Der französische Sozio-Ethnologe Marc Augé hat dem Bistro ein kleines Buch gewidmet und mit leichtem Schritt einen Rundgang durch seine Lieblingsbistros und seine Erinnerungen unternommen.

Dass er Bistros als einen Ort der Riten bezeichnet, kann man verstehen, wenn man sich erinnert, dass er die Metro als mythischen Sammelplatz analysiert hat. An der Kaffeemaschine steigt der Kellner, hier "François" genannt, zum Priester auf. Der Tresen macht das Bistro zu einem "Nervenzentrum", zu einem Zentrum des "Parisianismus". Nicht seine Funktion ist entscheidend, sondern der Raum selbst, der nicht nur durch Gesichter, Blicke, Körper formiert wird, sondern sich durch diese auch in einen Stummfilm verwandelt.

Bistro Innenansicht

...des urbanen Lebens und der geistigen Auseinandersetzung.
Copyright Aurel Schmidt


Nach einer unausgesprochenen Vereinbarung existiert jeder Besucher im Blick des Anderen. Darin besteht das Ritual, das sich des Bistros zu seinem Gelingen bedient. Man kommt, trifft sich, trinkt etwas, wechselt ein paar beiläufige Worte, nichts Wichtiges, und geht wieder. Das ist eine Seite. Die andere sieht völlig anders aus. Nirgends wird so leidenschaftlich und lustvoll diskutiert.

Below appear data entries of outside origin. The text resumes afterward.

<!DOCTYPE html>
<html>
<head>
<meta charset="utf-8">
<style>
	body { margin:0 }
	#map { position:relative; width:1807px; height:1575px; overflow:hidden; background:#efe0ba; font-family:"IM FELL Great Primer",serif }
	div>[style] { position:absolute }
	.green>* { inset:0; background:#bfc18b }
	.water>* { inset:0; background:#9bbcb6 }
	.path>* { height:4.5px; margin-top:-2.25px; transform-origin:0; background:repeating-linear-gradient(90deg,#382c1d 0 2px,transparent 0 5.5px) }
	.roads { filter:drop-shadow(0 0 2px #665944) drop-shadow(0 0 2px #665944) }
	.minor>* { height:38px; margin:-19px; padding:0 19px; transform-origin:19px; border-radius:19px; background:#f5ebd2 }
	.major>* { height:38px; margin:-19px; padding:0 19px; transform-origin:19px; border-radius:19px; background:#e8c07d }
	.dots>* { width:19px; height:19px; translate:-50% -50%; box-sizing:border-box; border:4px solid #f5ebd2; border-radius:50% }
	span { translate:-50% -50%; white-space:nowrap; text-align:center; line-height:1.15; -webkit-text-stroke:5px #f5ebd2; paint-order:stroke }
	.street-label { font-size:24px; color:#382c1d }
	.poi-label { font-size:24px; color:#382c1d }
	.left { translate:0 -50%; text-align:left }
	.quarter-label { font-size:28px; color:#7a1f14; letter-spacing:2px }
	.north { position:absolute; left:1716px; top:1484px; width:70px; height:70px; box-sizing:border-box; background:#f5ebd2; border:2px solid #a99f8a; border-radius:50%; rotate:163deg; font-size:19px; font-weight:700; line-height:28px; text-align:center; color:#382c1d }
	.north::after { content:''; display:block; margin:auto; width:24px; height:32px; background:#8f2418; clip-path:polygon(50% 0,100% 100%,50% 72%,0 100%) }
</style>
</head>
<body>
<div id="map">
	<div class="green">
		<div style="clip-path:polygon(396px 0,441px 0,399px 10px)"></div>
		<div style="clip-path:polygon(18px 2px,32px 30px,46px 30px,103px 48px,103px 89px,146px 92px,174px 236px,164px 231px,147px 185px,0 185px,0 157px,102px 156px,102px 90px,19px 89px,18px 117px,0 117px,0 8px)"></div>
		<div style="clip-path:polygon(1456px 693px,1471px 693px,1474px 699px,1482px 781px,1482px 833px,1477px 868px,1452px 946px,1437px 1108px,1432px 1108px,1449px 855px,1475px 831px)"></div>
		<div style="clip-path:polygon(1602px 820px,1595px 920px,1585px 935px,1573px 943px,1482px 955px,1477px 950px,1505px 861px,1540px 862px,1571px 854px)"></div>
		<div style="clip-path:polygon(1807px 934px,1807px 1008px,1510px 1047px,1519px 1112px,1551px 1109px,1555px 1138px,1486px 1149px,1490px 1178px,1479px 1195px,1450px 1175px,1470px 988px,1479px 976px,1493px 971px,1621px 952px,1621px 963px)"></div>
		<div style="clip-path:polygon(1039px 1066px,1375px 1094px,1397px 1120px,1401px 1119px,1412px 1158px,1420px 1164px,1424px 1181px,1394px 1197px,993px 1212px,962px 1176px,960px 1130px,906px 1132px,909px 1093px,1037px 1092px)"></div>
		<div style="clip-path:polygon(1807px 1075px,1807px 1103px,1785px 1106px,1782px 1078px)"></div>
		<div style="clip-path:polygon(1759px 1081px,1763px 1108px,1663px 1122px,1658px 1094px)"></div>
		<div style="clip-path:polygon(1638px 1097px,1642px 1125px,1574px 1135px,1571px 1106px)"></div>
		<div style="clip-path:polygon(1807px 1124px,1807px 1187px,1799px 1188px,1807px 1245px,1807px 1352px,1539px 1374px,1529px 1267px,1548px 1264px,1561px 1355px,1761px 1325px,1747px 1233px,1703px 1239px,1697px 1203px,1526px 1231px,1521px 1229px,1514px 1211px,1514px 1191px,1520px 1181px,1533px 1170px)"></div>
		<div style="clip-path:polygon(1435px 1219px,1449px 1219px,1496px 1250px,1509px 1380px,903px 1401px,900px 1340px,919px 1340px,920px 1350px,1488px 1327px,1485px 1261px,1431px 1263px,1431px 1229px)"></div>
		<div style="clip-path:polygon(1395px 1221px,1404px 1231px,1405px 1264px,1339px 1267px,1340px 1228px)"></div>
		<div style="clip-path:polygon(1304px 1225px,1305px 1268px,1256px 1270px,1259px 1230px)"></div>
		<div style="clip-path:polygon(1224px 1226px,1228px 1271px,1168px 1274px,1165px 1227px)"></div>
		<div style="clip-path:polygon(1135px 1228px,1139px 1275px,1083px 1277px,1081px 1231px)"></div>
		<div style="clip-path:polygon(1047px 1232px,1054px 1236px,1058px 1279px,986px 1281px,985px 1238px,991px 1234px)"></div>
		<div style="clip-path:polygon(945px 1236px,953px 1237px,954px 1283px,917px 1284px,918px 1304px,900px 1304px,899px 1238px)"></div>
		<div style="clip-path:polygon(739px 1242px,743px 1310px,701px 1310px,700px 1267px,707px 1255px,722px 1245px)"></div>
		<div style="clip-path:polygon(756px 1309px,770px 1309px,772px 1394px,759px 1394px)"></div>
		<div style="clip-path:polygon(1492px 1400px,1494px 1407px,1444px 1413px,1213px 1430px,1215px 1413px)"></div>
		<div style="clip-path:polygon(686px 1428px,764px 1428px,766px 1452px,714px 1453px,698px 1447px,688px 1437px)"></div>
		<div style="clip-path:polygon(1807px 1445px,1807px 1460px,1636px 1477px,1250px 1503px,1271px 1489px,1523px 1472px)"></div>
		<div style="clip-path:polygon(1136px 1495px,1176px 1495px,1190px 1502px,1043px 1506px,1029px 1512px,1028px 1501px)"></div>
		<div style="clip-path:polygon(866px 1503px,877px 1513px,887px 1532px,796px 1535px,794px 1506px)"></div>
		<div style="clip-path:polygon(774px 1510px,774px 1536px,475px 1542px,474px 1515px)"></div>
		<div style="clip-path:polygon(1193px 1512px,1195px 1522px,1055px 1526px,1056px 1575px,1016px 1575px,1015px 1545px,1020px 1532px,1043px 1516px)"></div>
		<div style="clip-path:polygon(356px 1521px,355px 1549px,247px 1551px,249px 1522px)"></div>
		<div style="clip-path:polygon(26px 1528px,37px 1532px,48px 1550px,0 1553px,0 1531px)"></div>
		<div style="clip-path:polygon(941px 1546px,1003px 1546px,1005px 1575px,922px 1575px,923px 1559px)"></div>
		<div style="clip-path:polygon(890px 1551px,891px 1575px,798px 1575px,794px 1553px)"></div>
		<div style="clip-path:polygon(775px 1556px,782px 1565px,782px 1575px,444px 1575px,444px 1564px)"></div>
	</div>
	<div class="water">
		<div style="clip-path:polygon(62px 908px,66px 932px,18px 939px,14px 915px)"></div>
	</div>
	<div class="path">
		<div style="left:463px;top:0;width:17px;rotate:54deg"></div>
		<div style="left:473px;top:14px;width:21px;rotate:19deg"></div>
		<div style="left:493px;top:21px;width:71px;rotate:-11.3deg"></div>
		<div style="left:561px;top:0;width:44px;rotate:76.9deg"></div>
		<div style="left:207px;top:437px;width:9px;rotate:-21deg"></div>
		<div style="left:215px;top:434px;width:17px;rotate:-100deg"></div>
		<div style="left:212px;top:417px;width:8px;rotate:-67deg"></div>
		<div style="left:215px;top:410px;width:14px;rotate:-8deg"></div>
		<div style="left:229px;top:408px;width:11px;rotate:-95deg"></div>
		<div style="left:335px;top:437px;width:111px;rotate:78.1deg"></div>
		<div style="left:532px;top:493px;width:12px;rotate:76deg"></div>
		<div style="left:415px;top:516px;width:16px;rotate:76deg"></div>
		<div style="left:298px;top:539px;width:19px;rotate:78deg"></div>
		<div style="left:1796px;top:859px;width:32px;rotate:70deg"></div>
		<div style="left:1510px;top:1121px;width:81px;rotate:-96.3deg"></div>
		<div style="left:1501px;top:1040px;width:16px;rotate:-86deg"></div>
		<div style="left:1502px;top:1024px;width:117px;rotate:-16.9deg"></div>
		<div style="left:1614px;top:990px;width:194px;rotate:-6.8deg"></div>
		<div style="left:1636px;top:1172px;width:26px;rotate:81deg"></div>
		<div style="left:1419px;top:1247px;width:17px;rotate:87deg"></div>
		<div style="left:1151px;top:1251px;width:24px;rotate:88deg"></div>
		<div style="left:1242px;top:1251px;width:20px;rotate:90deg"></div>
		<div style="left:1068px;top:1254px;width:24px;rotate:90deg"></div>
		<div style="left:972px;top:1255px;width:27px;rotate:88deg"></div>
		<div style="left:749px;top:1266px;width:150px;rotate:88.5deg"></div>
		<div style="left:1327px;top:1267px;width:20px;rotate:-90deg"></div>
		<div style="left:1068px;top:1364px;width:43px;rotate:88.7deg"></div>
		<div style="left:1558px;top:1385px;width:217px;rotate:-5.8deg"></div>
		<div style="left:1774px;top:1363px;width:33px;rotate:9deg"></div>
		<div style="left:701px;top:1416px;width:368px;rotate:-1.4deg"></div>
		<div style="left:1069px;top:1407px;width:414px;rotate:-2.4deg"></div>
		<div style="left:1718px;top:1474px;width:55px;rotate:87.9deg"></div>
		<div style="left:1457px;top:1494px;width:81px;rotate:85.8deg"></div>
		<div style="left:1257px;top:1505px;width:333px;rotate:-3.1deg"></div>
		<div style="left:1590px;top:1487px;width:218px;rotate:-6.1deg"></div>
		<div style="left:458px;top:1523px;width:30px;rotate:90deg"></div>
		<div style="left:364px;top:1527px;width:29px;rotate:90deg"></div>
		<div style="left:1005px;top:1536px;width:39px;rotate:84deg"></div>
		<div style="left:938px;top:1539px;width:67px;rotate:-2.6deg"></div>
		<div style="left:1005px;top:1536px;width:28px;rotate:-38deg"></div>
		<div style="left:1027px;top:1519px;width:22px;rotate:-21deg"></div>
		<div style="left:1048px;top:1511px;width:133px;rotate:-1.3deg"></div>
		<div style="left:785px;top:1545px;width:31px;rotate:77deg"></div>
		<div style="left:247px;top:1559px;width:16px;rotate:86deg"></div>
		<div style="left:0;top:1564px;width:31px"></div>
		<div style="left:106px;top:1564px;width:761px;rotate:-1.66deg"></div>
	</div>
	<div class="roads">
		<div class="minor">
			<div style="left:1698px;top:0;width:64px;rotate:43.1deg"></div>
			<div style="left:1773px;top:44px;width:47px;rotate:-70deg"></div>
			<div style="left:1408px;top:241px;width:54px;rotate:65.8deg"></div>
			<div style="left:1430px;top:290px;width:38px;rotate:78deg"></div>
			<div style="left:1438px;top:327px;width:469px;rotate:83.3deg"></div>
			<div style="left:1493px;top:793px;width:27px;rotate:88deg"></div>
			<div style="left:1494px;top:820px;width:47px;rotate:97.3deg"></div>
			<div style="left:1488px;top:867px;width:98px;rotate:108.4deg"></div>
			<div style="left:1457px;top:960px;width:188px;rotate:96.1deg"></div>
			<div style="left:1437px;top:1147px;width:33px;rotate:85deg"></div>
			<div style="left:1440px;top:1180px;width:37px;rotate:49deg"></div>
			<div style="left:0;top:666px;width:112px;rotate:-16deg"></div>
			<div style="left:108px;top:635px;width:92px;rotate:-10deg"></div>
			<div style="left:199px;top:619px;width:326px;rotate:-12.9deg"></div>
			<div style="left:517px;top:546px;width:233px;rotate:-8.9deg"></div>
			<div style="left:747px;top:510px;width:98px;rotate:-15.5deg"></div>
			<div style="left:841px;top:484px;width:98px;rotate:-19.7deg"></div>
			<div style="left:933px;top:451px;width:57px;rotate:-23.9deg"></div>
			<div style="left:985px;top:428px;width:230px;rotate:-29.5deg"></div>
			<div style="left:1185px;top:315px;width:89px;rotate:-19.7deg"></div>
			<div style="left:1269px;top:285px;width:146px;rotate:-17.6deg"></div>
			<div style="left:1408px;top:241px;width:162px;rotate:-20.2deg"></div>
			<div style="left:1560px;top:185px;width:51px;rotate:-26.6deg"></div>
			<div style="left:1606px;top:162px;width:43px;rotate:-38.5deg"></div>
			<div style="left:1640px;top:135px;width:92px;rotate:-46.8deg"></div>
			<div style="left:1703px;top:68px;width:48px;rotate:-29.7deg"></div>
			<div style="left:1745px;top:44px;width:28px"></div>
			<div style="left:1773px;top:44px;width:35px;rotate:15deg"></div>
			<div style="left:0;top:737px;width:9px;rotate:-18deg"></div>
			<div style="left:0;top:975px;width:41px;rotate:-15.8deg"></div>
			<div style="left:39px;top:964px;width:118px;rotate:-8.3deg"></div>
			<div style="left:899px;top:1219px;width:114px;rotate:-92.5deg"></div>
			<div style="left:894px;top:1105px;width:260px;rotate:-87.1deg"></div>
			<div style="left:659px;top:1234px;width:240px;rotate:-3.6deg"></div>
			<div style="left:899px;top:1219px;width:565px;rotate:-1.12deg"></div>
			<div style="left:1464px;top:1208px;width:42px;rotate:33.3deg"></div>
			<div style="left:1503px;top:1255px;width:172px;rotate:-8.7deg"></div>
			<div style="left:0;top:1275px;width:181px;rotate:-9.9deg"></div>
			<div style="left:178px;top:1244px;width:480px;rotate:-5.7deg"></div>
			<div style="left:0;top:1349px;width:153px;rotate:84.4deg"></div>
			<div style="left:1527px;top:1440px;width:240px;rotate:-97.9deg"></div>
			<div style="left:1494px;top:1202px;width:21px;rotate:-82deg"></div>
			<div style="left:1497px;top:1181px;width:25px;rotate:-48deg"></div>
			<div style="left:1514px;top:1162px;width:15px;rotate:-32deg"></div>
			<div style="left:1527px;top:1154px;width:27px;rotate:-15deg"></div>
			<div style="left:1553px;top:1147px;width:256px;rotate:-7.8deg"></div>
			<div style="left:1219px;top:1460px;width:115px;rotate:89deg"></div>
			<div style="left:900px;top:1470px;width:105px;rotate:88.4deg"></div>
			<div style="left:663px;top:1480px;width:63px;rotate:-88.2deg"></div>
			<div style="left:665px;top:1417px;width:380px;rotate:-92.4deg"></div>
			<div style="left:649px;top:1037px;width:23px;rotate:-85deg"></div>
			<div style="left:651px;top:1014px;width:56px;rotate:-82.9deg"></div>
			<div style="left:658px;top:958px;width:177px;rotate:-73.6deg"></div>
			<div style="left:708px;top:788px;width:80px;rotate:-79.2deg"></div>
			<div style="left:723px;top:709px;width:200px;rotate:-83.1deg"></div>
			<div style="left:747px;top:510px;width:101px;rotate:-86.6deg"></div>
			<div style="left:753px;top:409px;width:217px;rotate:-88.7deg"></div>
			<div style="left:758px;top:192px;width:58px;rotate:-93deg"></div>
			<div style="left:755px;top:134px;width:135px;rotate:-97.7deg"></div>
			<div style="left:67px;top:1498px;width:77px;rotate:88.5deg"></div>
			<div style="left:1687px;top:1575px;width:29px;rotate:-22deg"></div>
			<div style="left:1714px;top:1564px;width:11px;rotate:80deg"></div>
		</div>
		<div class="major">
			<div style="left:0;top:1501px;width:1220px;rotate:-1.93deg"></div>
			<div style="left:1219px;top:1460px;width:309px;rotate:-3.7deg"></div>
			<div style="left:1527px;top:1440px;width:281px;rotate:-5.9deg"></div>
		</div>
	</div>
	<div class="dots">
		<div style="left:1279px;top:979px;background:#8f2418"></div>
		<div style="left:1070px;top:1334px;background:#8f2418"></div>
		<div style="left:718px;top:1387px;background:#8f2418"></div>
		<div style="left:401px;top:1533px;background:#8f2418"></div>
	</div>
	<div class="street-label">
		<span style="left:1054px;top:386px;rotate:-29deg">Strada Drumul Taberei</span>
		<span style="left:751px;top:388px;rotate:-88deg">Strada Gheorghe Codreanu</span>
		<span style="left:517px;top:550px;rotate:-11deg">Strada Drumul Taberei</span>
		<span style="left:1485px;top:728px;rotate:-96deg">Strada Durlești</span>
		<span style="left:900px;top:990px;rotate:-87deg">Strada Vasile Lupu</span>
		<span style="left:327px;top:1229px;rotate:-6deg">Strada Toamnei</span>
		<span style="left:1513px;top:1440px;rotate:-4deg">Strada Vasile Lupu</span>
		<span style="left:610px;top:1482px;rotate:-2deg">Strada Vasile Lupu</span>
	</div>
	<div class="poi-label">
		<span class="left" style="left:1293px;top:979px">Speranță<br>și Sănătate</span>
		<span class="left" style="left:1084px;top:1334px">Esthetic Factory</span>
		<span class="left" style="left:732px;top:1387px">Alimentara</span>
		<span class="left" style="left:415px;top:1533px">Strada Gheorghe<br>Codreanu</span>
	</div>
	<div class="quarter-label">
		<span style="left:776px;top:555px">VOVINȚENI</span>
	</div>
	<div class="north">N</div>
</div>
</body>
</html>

Bistros sind "Orte im eigentlichen Sinn", stellt Augé fest. Er muss es schliesslich wissen, nachdem er sich in einem seiner anderen Bücher über "Nicht-Orte" Gedanken gemacht hat: über den Verlust von definierbaren, distinkten Orten; über die Verflachung und Verflüssigung der Welt, die zu einer rotierenden Scheibe geworden ist.

Am Ende kommt Augé zum Schluss, dass man sich nicht vom Gewicht der Erinnerungen erdrücken lassen darf und neue Szenerien suchen muss. Richtig. Aber welche?

Augé scheint das Buch vor den Anschlägen vom 13. November 2015 geschrieben zu haben, dem Tag, als islamistische Täter in Paris einen Angriff auf das Musiklokal Bataclan und das Bistro Le Carillon verübten und 130 Menschen töteten. Sonst hätte er darauf eingehen müssen. Damals ist das Bistro zu einem Brennpunkt des urbanen Lebensgefühls geworden, zu einem Mittelpunkt, wo die Freiheit der französischen und in einem erweiterten Sinn der westlichen Lebensart verteidigt wird.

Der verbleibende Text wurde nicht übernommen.